Threshold by Richard Hoare was on display at the Gallery at Linlithgow Burgh Halls from Friday 2 June to Sunday 15 October 2023.
Savage and sublime, these coastlines have been returned to again and again by Hoare who has captured their many personalities. As he has embedded himself more and more in this remote terrain, he has increasingly connected with the ancient cultures – resonating with their impulse to place megaliths and cairns and the siting of these structures. But he does not attempt to document these sites in a literal way; more denote the powerful presence of place they harbour.

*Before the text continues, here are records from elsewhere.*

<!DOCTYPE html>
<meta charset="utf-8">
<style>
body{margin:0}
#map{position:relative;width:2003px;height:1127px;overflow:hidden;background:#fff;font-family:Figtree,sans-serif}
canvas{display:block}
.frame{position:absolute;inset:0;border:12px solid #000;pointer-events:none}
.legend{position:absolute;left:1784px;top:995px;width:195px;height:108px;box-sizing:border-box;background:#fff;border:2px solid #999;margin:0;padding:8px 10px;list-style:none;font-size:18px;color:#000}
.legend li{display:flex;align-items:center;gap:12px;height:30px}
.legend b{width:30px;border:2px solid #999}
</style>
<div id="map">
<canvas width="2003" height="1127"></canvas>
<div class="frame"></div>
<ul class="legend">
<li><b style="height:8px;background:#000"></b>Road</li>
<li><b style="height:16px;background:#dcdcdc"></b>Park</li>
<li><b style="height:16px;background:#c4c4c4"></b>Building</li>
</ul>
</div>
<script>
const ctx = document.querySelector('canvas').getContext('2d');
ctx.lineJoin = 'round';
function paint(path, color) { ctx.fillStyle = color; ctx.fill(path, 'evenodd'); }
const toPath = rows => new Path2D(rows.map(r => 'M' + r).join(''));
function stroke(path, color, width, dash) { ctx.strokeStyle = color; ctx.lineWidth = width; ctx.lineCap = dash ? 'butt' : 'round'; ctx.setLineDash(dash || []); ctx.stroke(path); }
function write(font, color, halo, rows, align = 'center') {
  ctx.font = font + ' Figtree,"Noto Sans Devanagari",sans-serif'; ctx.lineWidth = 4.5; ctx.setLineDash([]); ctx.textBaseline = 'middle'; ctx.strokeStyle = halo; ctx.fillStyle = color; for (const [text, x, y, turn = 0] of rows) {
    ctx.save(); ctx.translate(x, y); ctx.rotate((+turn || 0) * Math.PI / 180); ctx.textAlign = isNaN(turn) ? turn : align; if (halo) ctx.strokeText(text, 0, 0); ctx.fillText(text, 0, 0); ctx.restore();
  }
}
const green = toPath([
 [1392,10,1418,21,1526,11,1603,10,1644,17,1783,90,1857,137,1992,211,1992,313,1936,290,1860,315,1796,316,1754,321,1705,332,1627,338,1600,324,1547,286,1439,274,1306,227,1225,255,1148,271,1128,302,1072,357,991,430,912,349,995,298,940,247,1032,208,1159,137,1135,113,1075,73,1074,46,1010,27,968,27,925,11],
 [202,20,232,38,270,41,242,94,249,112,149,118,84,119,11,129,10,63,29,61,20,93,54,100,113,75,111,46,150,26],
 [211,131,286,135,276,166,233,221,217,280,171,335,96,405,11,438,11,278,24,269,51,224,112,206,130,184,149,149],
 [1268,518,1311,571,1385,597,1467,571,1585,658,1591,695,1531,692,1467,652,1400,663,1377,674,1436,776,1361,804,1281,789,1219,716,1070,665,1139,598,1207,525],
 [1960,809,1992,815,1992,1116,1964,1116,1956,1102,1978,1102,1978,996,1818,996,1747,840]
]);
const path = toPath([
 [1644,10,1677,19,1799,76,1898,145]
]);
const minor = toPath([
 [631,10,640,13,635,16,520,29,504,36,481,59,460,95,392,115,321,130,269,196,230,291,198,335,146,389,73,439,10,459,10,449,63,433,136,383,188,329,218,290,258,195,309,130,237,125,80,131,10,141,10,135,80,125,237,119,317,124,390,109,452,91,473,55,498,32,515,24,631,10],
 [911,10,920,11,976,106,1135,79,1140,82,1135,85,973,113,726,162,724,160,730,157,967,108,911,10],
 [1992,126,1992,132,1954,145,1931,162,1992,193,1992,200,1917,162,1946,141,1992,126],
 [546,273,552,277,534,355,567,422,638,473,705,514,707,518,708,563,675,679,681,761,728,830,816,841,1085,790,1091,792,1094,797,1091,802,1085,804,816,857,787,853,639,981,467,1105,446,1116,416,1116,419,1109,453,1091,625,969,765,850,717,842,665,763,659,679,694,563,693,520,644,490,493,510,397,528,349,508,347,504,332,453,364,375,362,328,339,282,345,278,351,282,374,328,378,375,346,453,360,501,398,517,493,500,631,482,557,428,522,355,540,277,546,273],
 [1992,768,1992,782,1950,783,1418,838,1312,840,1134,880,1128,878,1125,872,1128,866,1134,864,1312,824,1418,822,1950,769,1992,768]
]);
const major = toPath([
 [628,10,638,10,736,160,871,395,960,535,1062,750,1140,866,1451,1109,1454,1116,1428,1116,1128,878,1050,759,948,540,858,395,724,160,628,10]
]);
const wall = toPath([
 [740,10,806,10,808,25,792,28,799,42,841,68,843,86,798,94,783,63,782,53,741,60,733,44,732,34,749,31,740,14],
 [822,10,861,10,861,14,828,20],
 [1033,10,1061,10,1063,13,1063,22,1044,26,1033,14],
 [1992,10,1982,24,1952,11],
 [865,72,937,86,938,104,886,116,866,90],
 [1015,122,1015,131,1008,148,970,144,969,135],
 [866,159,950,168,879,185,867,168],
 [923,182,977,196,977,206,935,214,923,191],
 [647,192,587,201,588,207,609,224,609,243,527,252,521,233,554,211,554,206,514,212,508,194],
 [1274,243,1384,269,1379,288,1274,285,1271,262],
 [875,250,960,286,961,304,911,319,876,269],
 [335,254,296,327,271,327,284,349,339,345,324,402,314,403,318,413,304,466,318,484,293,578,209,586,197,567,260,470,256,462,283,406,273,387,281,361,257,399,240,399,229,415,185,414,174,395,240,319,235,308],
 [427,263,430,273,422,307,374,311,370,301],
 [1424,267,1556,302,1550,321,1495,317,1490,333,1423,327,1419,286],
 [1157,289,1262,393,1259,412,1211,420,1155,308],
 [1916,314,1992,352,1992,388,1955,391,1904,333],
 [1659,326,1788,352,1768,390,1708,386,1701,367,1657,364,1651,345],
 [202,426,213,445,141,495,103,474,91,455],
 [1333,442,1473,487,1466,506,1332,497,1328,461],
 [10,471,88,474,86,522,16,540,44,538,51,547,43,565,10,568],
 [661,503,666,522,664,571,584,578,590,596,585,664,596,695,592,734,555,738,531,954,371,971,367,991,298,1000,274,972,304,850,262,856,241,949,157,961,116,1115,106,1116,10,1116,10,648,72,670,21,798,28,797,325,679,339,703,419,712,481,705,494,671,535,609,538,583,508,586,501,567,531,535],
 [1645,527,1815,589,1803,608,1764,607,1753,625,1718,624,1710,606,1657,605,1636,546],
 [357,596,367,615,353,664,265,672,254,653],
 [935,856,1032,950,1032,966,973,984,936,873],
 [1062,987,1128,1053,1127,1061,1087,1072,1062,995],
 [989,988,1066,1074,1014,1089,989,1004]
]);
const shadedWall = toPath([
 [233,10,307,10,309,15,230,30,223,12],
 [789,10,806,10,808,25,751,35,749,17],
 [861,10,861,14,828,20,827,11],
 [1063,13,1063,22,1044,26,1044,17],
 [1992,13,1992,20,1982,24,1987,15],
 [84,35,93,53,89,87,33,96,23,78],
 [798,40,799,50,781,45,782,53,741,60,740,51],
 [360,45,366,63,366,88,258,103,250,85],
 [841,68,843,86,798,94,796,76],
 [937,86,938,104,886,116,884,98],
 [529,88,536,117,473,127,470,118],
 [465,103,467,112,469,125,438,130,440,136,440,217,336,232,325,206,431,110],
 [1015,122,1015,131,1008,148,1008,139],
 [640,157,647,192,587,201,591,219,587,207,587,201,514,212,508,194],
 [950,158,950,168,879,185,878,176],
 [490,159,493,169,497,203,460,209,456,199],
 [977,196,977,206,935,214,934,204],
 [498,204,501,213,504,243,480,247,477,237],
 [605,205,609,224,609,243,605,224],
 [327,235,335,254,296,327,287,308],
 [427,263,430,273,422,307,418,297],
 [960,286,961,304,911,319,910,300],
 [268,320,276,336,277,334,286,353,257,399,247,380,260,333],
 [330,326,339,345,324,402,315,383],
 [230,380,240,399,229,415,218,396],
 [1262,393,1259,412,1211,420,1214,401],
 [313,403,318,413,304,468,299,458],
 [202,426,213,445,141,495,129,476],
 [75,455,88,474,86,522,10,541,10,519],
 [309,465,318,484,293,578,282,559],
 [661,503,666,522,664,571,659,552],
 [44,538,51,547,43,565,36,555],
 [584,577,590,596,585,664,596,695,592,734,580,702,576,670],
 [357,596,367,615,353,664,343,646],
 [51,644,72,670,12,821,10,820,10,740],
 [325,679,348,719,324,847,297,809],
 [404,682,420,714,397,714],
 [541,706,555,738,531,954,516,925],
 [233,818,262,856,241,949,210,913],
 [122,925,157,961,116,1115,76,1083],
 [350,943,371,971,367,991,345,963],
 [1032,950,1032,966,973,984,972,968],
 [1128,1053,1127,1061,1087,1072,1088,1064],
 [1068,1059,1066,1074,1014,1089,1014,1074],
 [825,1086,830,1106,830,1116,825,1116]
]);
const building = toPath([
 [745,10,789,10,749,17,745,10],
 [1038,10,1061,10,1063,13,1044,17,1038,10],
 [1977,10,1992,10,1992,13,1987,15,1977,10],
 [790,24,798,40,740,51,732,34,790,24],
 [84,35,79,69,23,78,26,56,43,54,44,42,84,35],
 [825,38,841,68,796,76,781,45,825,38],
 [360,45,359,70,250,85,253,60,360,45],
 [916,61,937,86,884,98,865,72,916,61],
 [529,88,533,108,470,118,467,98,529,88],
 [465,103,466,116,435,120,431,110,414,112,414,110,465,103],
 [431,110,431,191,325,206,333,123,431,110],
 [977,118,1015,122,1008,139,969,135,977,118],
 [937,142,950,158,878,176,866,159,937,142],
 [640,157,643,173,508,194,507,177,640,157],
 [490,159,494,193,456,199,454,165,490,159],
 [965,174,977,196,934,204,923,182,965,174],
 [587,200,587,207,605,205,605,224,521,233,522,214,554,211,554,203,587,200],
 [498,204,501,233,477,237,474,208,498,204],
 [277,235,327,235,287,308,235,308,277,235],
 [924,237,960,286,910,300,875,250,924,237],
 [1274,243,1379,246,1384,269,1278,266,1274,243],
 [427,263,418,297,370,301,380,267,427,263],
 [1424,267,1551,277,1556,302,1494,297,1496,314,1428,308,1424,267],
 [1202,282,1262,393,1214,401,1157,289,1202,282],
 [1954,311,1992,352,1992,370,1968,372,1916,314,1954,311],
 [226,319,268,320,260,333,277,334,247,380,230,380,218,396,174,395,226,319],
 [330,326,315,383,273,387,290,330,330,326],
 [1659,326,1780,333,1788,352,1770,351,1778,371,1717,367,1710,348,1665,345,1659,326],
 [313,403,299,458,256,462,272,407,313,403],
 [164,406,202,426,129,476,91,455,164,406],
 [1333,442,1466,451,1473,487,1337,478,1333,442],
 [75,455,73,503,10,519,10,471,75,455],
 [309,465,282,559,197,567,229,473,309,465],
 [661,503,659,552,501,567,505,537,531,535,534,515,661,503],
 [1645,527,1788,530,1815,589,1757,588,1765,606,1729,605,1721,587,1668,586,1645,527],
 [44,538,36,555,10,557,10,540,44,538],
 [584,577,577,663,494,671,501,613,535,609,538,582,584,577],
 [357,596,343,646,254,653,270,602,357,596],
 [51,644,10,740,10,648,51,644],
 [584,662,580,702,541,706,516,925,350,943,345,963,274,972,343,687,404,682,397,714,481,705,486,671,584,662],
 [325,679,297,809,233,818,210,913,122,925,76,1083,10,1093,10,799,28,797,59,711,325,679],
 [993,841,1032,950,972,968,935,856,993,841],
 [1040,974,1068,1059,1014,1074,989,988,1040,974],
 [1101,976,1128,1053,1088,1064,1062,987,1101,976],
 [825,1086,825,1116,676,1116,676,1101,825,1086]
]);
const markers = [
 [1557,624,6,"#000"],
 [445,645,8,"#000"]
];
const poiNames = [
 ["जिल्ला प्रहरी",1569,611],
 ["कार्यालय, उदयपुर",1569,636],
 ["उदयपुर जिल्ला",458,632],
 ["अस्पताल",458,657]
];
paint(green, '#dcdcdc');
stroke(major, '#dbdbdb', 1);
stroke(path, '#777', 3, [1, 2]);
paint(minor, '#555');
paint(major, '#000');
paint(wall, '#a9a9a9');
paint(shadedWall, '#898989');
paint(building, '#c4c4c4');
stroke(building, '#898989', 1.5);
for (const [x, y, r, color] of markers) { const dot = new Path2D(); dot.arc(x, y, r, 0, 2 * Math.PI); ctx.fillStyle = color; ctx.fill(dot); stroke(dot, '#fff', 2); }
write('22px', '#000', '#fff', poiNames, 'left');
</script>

“The cairns and megalithic tombs of the west coast of Scotland are clearly orientated with the same ancient understanding as those on Achill in Ireland, towards the setting sun and also the rising moon and certain constellations – like some giant observatory or clock,’ he says. ‘I now understand that these stones are markers that configure together to form a ‘mechanism’ in the landscape. Together with the earth they stand on, they form a sacred landscape that is a wider place of gathering to witness various celestial events.” Richard Hoare
Following a successful exhibition at Messums West, Hoare has returned to the coastal path to continue his journey, a kind of universal pilgrimage. Many of the works in this exhibition featured the landscape of the remote and westernmost fringe of Europe – the hills of Achill in Mayo and the north-west coast of Scotland – and new works from the Isle of Skye and the Craignish peninsula. These latest paintings by Hoare revealed to him how the journey has altered and developed his perception of the landscape and afforded a fuller insight that often comes from revisiting a place of inspiration.
Hoare has been painting ever since he left school – a vocational painter in the truest sense. The inspiration for his work goes back to some of his earliest memories of the forests around his Father’s farm in East Anglia. This was magnified by his experiences walking the pilgrim routes of England, France and Spain, drawing and recording all the way.
His first studio was at WASPS in Stockbridge, Edinburgh. During this time, he was a member of Edinburgh Printmakers and there received a strong grounding in printmaking methods which formed the basis to the drawing technique he uses today.
His work never stagnates, always evolving and moving forward, reflecting perhaps the experience of the pilgrimages. This is despite the apparent paradox of his regular return to stand on the same spot in the same locations seen in his work, year after year. The journey begins, rests and then continues with light, every step enriched by the experience of this light.
Hoare has worked in various countries (America and the Argentinian and Chilean Andes in 2016 and 2017), exploring the archetype of the ‘Mountain of Light’ as a guiding focus in these landscapes. Work that proved to be an excellent preparation for the two-year project and residence in Koumi, Japan, which led to the solo exhibition at the Kougen Museum of Art in 2018. On his return west, Hoare continues to return to the landscape especially on the West Coast.
Hoare’s work is held in public collections, such as Wiltshire County Council, C. Hoare & Co. Bank, Fleet Street, London, The Bridgeman Art Library, The Lowther Art Collection, and Falmouth Art Gallery.